Majorette has some wonderful toys, and some dogs like all the other lines
- but so few people take the time to focus on anything but the two mainstreams
that it is obvious why they would have a hard sell in the US. Their quality
is just as comparable and their pricing is very competitive. Actually they
have a broader line that MB/HW if you include the Transports and Mini-Transports.
Have a Great day!!"
Mark Boemer, Minneapolis, MN
Editor's response: Thanks for the update on Majorette. I hope the
new distributor is successful.
have 2 Chevy pickups from the `70`s from Yatming, number1700. Do you have
some info about this car because I cant find it, many thanks.
Hans M., The Netherlands
Editor's response: I know that Yat Ming did several 1970's pick-ups
including a mid-70's Chevy LUV, #1700, the only one I have. Mine is white
with blue/red/silver tampos. I also have the same truck in military colors.
These are not particularly valuable but may be the only example of the LUV
which stood for 'light utility vehicle'. Image on right.
"Dear sir, I find your internet web site.Very fine!!
Yoshinori Asai, Nagoya City, JAPAN
Editor's response: Thanks.
"I looked up your website to find out about Norev French model cars.

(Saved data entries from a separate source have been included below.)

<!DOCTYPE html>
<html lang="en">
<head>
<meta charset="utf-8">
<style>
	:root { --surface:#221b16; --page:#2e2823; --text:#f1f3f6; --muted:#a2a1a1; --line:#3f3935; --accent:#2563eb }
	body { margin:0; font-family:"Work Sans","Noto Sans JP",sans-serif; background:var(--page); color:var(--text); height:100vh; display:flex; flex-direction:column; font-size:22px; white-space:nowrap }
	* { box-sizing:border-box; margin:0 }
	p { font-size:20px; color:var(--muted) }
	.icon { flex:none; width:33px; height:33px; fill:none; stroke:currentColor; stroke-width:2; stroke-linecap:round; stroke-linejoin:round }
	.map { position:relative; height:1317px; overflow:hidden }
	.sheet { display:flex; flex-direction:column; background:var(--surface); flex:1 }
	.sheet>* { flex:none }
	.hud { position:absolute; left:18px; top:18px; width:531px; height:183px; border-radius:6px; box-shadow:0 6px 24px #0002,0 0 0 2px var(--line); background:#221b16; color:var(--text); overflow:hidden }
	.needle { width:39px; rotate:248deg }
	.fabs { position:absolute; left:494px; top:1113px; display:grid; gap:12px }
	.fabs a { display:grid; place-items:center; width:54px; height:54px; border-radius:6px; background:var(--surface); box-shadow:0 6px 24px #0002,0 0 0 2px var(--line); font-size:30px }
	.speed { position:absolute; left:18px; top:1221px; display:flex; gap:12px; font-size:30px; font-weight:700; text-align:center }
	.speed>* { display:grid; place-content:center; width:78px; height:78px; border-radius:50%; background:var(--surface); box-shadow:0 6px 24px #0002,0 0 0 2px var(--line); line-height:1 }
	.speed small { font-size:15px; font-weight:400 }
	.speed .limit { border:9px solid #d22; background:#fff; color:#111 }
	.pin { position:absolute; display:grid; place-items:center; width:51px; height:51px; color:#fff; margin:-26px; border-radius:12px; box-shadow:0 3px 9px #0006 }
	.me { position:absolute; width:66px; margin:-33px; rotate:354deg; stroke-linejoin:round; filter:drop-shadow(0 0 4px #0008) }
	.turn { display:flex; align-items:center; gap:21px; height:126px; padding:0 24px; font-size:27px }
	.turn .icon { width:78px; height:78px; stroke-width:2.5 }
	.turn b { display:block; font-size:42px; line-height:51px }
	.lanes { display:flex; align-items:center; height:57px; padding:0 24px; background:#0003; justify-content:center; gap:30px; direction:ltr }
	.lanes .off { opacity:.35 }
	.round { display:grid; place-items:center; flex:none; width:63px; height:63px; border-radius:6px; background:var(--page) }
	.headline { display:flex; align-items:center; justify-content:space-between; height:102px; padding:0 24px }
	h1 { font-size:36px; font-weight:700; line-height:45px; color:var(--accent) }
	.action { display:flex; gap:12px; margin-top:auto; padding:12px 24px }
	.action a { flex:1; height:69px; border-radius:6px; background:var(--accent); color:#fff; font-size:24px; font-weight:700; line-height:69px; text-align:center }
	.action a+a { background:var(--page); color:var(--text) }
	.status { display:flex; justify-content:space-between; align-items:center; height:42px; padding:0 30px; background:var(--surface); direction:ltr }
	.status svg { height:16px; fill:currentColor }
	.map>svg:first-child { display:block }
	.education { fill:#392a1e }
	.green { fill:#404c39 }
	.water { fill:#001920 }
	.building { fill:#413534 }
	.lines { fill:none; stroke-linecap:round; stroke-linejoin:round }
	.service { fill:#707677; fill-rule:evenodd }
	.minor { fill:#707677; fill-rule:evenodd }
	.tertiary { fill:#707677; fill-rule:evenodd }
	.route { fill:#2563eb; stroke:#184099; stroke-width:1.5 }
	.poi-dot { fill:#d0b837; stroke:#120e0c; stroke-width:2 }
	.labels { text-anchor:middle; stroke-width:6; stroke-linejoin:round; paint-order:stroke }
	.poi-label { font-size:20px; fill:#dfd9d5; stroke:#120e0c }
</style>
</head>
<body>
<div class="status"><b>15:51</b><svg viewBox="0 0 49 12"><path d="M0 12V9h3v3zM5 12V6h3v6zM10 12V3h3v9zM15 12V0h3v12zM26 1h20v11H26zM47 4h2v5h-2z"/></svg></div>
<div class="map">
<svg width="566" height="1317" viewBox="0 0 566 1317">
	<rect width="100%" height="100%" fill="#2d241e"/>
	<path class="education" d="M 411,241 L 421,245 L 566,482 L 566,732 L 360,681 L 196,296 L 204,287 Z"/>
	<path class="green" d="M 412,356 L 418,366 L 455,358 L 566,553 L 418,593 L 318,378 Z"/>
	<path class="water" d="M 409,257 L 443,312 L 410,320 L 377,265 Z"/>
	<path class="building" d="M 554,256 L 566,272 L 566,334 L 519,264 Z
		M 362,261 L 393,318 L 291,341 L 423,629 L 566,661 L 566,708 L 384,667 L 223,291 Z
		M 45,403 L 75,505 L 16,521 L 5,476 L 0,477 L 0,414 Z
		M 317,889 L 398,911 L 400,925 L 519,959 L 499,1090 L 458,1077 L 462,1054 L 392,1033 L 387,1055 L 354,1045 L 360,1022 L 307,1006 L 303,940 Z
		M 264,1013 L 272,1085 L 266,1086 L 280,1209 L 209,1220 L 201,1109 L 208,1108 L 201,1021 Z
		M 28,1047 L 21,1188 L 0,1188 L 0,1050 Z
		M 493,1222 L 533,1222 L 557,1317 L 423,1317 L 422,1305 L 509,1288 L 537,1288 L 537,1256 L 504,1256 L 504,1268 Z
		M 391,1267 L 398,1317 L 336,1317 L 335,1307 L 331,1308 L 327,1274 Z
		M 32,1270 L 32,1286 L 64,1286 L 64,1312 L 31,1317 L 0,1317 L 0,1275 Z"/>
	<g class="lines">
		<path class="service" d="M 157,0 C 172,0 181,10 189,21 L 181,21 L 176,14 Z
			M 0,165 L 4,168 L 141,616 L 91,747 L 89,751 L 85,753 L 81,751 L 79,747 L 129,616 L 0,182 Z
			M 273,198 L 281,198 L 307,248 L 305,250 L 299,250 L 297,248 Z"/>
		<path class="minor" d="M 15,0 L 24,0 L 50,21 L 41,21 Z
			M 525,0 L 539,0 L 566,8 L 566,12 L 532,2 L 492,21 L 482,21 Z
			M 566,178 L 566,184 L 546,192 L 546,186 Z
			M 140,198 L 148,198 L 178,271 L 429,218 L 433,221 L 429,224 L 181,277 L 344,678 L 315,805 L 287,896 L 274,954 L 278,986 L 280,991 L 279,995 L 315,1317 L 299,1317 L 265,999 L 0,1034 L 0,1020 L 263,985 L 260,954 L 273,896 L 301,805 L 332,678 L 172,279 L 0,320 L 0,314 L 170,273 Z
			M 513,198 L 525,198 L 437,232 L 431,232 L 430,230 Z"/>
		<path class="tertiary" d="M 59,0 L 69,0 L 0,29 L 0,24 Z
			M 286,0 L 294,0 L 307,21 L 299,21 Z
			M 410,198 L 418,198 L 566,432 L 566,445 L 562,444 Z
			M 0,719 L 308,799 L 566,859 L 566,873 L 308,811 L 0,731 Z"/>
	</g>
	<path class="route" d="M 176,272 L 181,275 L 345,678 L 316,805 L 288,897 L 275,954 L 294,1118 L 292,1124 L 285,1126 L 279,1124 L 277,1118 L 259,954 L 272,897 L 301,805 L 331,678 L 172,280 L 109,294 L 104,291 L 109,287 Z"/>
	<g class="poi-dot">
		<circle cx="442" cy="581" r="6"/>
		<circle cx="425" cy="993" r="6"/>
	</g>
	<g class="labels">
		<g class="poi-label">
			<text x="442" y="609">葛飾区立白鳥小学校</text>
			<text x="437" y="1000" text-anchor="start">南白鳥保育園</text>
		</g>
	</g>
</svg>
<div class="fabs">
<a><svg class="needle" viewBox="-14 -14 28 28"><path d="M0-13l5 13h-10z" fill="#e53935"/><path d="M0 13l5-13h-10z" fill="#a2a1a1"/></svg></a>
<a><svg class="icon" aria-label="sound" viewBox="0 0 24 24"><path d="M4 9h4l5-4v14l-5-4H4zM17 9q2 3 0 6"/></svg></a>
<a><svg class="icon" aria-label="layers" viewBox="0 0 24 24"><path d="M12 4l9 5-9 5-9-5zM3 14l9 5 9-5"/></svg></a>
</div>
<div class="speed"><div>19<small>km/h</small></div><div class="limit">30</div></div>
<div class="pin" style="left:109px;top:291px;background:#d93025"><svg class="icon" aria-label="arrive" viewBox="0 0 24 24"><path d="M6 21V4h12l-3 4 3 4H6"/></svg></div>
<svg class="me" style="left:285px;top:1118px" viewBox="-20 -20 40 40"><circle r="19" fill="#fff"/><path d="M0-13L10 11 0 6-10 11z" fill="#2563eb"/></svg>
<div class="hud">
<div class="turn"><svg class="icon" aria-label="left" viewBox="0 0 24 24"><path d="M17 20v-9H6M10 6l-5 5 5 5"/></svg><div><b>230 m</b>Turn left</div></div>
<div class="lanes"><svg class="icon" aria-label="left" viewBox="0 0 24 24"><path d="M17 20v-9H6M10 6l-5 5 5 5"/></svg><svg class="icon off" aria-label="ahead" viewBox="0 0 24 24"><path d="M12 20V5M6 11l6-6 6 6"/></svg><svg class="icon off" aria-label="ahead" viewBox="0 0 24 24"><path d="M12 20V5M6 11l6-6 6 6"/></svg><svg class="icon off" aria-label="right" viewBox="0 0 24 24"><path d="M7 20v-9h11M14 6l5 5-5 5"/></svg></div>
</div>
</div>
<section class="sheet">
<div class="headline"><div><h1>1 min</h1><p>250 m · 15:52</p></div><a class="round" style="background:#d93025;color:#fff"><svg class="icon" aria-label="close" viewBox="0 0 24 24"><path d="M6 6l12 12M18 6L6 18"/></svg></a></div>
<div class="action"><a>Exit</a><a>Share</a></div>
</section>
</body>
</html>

Your history says that 1:64-66 scale Norev diecasts began in the '70s, and
that they were a version of Schuco. I recently purchased a c.1961 Norev
model of a Volvo P1800 sportscar in plastic. I know there was a similar
Norev model of a Volvo 1800s, c. 1966. Could you add to your Norev history
something about these earlier plastic Norev models? "
Paul Rubenson, Baltimore, MD
Editor's response: I really do not have any more information than
what I wrote in the Norev article. Only a small number of Norev's were versions
of Schuco models. Norev made many plastic models and it appears that some
are again available in France.
"Nice site, congratulations. Visit also our site on: <http://home.worldonline.be/~swinnenr>.
It's about our collection of toycars. Greetings,"
Roger Swinnen , Langdorp, Belgium
Editor's response: An interesting collection.
"Regarding your "wagons in white" page -- your statement
that most ambulances built before the the mid-1980s were modified station
wagons is not quite correct. First, most old ambulances (like the '59 combination
used to create the Ghostbusters' Ecto-1 car) were actually coachbuilt vehicles
constructed on a bare chassis purchased from Cadillac and others. Except
for a small number of one-offs, Cadillac never built their own station wagon!
Second, the change to van- and truck-based ambulances really took hold in
the mid-to-late 1970s; the last Cadillac ambulance was built in 1978. Check
to learn more."
Neal A. Parish, Oakland, CA
Editor's response: Neal made some good points here. As a Cadillac
collector I was aware of the fact that Cadillac never built production station
wagons and that the ambulances were special bodies. I should have made that
point in my article. I'm glad to have an expert source.